= Aim of the task =
With the line that contains "0 6px,transparent 0" as the final line, return every line from the start of the data below exactly.

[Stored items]
====
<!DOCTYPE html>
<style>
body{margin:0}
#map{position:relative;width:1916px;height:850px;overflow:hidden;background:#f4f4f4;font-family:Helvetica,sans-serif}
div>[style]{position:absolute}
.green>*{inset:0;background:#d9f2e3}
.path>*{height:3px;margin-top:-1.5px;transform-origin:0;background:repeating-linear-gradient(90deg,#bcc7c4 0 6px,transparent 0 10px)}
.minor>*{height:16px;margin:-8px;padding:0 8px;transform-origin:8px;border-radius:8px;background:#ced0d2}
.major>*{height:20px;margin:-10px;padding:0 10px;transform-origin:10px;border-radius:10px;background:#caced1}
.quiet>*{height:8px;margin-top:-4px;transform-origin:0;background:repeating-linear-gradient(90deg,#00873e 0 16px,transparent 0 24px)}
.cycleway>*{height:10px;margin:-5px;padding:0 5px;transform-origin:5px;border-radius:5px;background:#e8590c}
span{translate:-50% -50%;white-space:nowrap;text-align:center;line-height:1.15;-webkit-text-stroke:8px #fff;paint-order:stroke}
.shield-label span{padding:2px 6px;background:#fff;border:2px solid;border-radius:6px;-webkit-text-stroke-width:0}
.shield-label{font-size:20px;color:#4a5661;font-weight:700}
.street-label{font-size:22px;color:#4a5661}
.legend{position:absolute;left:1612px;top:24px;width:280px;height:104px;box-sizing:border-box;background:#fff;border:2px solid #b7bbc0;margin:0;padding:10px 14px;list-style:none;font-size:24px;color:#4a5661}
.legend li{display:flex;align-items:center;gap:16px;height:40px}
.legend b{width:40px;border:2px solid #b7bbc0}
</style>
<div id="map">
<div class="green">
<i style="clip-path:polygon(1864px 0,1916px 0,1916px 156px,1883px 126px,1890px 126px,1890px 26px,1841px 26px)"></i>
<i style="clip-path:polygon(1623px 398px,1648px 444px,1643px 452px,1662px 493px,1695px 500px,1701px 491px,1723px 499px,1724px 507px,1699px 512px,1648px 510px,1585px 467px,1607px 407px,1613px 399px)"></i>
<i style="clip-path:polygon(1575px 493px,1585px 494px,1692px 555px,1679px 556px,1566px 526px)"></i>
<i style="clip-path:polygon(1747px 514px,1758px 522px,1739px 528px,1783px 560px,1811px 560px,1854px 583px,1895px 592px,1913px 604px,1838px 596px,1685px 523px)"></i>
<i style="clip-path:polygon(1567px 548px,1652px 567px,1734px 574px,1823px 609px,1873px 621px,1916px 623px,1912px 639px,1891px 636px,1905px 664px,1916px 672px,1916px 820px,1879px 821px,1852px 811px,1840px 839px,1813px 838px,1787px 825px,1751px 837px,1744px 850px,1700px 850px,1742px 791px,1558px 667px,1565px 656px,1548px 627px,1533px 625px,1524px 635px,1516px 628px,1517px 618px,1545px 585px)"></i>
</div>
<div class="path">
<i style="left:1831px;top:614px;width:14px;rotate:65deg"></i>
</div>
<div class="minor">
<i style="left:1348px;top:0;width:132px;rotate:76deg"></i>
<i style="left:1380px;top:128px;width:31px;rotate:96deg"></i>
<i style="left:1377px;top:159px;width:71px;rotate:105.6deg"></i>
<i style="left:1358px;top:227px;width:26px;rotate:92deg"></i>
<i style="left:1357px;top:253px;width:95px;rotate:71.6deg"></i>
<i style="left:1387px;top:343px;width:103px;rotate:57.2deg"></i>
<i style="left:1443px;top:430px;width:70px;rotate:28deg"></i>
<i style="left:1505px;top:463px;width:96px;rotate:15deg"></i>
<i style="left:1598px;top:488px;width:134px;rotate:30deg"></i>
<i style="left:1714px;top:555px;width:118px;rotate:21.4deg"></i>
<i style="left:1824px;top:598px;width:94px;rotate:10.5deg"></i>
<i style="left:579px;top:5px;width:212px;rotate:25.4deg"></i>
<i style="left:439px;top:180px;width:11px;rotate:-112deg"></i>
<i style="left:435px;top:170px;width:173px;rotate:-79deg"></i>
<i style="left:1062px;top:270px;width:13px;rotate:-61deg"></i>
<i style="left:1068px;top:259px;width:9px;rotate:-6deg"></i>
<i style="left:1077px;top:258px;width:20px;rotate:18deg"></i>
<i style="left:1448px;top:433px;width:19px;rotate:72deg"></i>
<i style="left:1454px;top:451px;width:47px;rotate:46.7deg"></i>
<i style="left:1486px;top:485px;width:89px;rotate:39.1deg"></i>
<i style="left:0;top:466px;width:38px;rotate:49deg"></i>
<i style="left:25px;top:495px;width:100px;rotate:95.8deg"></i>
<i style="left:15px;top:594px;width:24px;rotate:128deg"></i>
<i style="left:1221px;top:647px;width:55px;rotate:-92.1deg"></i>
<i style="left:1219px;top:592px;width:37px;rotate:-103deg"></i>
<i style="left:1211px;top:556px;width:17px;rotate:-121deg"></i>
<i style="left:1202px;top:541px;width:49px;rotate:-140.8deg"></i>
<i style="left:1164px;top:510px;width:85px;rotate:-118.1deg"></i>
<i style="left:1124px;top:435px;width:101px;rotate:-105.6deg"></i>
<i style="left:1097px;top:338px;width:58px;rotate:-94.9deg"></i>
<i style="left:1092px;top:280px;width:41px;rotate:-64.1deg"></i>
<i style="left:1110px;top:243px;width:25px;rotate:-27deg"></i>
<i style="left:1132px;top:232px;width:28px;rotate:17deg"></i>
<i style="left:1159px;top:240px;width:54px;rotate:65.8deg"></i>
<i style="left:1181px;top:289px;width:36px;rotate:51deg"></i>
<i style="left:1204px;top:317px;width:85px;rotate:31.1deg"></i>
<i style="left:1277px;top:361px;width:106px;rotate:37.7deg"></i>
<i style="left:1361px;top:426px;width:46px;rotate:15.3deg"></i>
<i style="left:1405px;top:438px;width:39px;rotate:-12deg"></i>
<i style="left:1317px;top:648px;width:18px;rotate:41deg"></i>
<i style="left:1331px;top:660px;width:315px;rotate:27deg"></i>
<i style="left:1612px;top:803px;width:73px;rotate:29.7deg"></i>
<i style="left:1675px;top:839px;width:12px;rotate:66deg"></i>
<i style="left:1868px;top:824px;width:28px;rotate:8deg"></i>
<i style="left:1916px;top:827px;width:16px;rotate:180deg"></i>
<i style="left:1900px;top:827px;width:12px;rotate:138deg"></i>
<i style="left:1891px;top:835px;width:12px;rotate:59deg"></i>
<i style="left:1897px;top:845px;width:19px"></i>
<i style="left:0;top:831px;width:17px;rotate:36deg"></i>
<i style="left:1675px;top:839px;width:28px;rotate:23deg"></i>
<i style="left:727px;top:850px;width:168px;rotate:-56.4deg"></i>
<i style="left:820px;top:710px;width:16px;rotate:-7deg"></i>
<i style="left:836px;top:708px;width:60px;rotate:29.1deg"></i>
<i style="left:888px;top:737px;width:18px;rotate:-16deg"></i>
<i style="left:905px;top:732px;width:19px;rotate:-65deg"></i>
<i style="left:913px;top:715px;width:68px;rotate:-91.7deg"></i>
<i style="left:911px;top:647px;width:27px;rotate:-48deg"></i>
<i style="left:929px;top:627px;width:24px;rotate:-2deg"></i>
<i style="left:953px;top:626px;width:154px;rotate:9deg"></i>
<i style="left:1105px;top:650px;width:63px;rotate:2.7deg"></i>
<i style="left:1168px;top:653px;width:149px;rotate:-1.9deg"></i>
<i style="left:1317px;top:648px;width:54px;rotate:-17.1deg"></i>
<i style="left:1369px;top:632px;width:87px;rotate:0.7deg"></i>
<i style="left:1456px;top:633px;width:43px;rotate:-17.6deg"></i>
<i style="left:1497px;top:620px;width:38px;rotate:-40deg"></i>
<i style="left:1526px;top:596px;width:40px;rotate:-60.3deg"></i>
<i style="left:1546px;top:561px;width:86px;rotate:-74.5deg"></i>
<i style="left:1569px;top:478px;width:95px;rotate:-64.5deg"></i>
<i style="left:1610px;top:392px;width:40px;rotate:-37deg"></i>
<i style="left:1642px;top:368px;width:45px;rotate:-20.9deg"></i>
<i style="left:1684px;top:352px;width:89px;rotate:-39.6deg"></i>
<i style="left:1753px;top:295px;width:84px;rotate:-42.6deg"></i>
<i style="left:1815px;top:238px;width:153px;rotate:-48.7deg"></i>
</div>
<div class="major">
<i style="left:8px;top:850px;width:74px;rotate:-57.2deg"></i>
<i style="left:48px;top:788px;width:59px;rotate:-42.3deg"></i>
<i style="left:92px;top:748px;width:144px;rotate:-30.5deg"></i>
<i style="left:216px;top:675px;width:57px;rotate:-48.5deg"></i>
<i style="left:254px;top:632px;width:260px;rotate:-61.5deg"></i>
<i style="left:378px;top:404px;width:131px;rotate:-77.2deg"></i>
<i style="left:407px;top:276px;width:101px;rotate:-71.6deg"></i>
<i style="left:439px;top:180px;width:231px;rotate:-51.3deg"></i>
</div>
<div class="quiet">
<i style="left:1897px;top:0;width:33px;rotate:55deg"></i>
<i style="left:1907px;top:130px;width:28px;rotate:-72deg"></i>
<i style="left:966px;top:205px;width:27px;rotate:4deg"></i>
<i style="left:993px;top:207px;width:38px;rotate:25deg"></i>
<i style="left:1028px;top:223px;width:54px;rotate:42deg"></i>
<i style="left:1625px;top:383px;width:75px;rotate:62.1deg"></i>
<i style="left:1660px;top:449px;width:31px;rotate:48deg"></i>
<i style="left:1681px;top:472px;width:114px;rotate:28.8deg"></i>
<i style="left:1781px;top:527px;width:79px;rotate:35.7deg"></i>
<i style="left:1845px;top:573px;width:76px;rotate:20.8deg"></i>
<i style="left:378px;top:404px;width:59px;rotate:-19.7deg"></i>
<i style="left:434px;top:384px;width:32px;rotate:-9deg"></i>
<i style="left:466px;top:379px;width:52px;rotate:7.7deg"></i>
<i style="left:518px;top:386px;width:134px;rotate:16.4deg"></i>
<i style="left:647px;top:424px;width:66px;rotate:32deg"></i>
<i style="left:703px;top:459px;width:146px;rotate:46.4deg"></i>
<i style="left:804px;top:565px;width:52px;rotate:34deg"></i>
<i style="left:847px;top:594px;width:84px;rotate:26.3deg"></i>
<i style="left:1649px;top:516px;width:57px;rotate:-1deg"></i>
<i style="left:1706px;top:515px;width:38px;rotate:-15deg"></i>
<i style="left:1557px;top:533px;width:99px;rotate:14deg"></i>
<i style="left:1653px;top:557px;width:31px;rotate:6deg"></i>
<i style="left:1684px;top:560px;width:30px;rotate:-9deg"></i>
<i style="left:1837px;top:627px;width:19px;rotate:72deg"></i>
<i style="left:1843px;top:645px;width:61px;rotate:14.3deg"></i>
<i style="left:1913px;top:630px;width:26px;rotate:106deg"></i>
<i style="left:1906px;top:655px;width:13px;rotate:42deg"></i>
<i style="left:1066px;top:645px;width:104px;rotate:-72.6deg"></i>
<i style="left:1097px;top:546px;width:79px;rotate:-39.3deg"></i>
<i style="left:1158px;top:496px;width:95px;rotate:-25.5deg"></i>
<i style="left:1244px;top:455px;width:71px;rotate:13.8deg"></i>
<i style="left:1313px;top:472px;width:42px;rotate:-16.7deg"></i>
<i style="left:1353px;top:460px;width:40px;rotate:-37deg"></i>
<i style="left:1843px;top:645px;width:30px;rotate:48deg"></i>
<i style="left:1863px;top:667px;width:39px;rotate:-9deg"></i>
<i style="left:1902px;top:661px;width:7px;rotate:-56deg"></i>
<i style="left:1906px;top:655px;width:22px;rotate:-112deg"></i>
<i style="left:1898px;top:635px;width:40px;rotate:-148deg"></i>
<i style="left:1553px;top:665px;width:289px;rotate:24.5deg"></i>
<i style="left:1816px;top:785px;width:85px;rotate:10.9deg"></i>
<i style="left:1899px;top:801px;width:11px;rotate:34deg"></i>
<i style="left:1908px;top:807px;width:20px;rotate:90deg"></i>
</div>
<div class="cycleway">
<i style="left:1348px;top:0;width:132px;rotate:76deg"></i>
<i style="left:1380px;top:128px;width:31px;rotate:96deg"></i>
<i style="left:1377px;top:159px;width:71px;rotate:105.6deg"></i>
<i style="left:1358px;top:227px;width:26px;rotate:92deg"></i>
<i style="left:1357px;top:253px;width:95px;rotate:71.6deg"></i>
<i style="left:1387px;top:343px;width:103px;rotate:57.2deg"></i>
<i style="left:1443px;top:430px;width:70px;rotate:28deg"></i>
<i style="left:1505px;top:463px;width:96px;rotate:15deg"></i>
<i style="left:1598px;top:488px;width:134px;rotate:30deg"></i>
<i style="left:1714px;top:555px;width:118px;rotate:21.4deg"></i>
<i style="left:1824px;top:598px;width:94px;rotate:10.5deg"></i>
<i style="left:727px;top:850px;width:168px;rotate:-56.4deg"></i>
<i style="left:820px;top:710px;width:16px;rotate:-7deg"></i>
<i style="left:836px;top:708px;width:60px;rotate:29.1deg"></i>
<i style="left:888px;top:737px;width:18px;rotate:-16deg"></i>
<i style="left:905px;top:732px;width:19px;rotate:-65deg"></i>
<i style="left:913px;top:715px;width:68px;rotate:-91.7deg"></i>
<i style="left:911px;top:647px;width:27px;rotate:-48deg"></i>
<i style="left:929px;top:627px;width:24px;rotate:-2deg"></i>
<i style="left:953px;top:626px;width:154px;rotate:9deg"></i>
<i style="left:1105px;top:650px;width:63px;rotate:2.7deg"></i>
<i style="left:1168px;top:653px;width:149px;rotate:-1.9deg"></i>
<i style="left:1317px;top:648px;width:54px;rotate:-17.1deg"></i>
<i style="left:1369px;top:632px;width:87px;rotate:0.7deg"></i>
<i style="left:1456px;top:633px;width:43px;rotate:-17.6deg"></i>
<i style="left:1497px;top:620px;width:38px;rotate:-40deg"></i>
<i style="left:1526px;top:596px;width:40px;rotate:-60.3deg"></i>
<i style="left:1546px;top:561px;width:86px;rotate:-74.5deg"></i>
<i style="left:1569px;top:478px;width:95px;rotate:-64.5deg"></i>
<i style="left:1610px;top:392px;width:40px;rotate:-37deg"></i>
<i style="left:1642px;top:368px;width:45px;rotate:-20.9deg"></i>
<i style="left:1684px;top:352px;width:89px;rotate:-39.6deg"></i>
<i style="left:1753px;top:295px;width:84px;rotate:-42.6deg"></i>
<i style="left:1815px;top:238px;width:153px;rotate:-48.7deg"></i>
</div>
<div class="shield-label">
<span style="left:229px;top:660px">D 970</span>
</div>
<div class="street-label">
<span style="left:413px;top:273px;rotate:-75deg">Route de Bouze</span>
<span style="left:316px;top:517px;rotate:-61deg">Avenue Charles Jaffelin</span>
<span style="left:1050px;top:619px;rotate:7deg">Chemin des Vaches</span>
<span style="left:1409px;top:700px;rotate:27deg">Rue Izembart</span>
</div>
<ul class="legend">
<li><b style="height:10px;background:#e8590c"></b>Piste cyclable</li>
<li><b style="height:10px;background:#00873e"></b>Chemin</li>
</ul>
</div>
====
= Output of the task =
<!DOCTYPE html>
<style>
body{margin:0}
#map{position:relative;width:1916px;height:850px;overflow:hidden;background:#f4f4f4;font-family:Helvetica,sans-serif}
div>[style]{position:absolute}
.green>*{inset:0;background:#d9f2e3}
.path>*{height:3px;margin-top:-1.5px;transform-origin:0;background:repeating-linear-gradient(90deg,#bcc7c4 0 6px,transparent 0 10px)}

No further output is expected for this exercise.